AUSTIN (KXAN) — At age 83, Dr. Adam Heller isn’t sure he’ll ever retire. The research professor at the University of Texas at Austin has over 260 U.S. patents and 392 pending. Among his many awards, Heller was awarded the National Medal of Technology and Innovation in 2008, the highest technology award in the United States.
His latest ambition: making it easier for Parkinson’s Disease patients to get the medicine they need. Dr. Heller says Parkinson’s is a condition where underdosing and overdosing can be harmful to a patient.
“Underdosing causes the Parkinson’s Disease people to freeze, they cannot move, they stop moving. Overdosing makes them move in an uncontrolled way,” said Dr. Heller. “So they have to be maintained in a narrow drug concentration in the body, and the drug lives only for 90 minutes.”
Dr. Heller and his son set out to fix that problem, making the medicine delivery more efficient and effective.
They developed the first device to continuously deliver drugs into the mouth at a controlled rate, achieving steady drug levels in the body throughout the day. It’s a custom fit retainer paired with a miniature disposable propellant driven drug pump. Once in the mouth, the drug is continuously delivered to the back of the mouth where it is swallowed with saliva and absorbed through the gastrointestinal route.
“This is the first example where we can continuously pump a conventional solid drug into the mouth and we hope that this is just the beginning of pumping all of the drugs that are short-acting and people need continuously,” said Dr. Heller.
For advanced Parkinson’s Disease, Heller says this would be an alternative to a current device – one that must be put in surgically and can have complications. He hopes his device will also be more affordable.
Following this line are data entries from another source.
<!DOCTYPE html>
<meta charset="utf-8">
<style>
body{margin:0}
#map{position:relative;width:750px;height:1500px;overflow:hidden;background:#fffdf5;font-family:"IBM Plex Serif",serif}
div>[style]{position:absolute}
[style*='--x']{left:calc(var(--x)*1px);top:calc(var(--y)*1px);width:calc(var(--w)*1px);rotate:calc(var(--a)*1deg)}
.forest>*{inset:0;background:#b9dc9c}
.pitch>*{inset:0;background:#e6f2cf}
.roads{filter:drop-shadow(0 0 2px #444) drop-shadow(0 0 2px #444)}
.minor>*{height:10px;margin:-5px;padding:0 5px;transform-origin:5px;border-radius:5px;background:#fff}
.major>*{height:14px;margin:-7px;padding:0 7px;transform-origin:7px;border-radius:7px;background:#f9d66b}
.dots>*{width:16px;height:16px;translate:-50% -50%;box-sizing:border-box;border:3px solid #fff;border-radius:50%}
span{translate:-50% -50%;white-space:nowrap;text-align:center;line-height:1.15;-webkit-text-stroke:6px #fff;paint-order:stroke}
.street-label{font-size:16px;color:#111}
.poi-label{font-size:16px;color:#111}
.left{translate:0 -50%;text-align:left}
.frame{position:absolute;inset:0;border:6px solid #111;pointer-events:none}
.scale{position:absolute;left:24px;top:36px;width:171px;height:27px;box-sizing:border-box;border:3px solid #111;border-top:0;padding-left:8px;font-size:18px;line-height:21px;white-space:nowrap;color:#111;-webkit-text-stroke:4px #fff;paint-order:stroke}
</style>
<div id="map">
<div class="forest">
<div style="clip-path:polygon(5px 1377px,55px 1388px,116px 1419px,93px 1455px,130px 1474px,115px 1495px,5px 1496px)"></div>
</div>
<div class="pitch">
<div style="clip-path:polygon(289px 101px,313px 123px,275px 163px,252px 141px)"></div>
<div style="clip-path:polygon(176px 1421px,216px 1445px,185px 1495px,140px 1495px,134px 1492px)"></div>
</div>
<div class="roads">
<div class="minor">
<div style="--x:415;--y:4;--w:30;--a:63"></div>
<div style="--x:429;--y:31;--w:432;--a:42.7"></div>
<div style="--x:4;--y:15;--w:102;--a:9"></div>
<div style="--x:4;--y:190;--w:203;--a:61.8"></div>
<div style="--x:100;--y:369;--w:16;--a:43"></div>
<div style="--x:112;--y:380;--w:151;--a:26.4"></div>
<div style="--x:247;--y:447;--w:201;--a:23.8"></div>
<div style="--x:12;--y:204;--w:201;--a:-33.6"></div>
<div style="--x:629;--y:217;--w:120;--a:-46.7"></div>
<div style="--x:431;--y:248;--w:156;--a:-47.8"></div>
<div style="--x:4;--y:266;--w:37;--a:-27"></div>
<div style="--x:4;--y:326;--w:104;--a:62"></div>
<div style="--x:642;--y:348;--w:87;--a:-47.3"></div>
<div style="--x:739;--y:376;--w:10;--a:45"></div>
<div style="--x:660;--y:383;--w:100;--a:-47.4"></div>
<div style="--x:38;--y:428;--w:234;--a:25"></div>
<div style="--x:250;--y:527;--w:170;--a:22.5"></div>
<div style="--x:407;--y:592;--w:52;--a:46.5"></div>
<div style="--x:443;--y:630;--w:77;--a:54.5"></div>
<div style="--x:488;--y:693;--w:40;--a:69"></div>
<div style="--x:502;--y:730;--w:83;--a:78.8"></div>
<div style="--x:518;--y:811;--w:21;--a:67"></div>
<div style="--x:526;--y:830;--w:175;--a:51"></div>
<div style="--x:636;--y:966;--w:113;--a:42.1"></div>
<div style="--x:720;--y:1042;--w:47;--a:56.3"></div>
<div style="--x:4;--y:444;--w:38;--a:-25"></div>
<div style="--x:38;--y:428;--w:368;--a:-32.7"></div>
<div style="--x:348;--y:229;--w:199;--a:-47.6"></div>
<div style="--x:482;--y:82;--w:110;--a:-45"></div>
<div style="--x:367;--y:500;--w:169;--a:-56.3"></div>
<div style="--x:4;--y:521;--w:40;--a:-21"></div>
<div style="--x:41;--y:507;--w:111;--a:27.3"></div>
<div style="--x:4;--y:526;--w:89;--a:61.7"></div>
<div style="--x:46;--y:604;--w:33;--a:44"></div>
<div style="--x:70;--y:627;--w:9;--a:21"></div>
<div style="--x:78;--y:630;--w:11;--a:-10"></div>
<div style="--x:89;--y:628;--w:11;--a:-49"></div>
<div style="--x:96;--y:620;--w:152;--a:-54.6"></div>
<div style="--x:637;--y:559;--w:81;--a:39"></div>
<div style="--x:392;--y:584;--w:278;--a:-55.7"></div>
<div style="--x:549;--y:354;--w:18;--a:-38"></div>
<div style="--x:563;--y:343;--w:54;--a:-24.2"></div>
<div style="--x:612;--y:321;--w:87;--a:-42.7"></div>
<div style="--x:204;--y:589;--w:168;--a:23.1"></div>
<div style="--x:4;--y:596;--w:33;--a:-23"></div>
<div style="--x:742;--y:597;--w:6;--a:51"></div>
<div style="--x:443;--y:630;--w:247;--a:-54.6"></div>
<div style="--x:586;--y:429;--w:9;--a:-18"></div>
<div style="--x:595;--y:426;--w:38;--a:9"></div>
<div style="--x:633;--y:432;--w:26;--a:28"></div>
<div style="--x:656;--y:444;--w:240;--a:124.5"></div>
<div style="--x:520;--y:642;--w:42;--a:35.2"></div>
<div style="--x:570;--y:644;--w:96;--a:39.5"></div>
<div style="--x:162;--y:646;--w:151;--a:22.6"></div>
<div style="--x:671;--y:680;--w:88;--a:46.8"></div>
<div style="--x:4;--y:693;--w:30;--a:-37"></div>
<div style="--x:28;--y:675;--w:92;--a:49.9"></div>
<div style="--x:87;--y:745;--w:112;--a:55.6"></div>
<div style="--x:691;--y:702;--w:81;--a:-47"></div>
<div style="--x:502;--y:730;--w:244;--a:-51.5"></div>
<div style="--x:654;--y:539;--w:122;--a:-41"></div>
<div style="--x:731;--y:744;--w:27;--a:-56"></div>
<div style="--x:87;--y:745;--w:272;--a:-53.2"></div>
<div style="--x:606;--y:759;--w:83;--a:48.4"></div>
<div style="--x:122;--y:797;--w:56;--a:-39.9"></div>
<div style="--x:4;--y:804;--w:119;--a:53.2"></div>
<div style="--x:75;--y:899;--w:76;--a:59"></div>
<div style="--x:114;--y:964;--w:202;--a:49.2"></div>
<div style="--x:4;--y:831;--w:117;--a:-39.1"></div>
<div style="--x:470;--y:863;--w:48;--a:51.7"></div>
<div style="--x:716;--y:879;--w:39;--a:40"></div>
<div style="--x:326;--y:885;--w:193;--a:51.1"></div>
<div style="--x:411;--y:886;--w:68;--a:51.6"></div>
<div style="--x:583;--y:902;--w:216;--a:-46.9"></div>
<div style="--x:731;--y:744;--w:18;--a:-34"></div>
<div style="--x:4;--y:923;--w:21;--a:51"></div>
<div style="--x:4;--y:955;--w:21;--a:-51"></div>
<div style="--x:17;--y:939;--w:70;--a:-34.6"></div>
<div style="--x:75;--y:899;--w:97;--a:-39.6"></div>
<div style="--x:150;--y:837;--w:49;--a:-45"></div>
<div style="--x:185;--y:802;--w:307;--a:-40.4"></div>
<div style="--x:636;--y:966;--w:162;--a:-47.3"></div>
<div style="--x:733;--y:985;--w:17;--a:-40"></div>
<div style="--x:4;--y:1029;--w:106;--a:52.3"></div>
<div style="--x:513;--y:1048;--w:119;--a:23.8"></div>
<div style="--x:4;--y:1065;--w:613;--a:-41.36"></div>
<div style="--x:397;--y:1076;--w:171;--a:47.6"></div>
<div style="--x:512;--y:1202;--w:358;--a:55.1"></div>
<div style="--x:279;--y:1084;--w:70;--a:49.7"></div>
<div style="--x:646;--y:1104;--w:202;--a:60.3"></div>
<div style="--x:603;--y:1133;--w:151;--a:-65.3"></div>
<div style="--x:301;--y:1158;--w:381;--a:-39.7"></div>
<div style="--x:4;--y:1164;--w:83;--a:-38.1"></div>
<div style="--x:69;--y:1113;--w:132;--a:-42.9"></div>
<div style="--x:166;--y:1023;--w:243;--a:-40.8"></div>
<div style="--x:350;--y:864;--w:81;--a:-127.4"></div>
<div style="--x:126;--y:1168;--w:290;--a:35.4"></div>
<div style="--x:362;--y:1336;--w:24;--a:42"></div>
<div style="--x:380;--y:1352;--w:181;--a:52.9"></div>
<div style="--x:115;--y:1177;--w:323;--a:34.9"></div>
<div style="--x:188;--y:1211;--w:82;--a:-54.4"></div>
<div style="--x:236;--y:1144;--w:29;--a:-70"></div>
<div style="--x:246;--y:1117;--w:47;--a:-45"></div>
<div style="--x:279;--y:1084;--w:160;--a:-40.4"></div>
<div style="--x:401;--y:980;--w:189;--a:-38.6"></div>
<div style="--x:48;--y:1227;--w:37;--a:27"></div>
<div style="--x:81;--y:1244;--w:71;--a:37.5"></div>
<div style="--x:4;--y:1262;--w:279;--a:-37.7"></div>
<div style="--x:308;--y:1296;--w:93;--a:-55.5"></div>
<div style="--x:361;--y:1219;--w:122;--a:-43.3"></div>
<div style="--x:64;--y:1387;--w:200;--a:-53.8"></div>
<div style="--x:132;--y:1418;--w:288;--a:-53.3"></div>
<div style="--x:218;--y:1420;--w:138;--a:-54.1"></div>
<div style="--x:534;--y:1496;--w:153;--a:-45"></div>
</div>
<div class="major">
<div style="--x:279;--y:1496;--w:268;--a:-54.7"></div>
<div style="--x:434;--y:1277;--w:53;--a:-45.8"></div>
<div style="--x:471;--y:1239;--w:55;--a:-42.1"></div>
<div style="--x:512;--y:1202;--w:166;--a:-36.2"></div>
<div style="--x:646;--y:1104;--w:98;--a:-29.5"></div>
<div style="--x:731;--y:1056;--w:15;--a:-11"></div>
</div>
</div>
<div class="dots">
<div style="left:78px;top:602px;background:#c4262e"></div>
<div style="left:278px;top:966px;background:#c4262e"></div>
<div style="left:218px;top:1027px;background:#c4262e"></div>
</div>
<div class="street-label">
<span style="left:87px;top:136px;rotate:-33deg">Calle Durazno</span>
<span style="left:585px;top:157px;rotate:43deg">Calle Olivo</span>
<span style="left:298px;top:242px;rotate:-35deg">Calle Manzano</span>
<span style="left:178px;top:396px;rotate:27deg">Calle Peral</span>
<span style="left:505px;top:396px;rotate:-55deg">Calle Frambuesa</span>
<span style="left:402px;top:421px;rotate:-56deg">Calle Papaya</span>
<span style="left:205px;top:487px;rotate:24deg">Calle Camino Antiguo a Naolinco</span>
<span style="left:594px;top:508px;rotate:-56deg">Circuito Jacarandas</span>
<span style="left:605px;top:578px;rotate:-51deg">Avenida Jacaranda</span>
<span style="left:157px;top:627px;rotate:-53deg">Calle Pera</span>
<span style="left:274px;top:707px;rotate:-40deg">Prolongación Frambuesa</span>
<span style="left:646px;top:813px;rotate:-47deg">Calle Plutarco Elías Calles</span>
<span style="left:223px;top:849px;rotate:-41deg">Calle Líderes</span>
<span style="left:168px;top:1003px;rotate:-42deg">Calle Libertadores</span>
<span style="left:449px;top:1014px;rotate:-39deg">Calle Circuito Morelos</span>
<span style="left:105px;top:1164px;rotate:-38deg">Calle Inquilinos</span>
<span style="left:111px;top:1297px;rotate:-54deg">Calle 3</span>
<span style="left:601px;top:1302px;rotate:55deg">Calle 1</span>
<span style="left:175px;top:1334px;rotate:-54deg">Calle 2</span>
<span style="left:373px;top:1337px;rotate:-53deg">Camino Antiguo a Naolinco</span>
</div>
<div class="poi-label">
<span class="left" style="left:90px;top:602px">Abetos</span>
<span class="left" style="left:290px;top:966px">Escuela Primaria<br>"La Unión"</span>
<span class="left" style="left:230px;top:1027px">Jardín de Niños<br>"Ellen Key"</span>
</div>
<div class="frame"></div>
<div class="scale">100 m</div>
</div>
“I would love to still be alive. I would love to see it in people, widely used in the world,” he said.
For decades the UT Austin researcher has worked tirelessly to make the world a better place. He says part of that drive comes from being a Holocaust survivor.
“I’m thinking of my friends that were just as bright as anyone I knew. I think of my cousins. I think about my relatives,” said Dr. Heller. “And they can’t do, they can’t work. So somebody has to.”
Heller says he and his family were kept in inhuman conditions.
“The Hungarian Holocaust differed from all of the others in that number one, the Hungarian population so enthusiastically supported it, that they could complete the murder of the Hungarian Jews in seven weeks. In Poland, Holland, France it took much longer.”
He vividly remembers being in a concentration camp.
“We are in barracks just the way you see in the movies, the beds three stacked up, three stacked high. We are full of lice, we are hungry, I lost half of my weight when I was 11.”
Dr. Heller hopes his latest device improves the quality of life for many. He believes it could one day help treat Multiple Sclerosis, spinal cord injuries, traumatic brain injuries and Myasthenia Gravis.
If everything goes as planned during the clinical studies phases, Dr. Heller says the drug could be available in three years.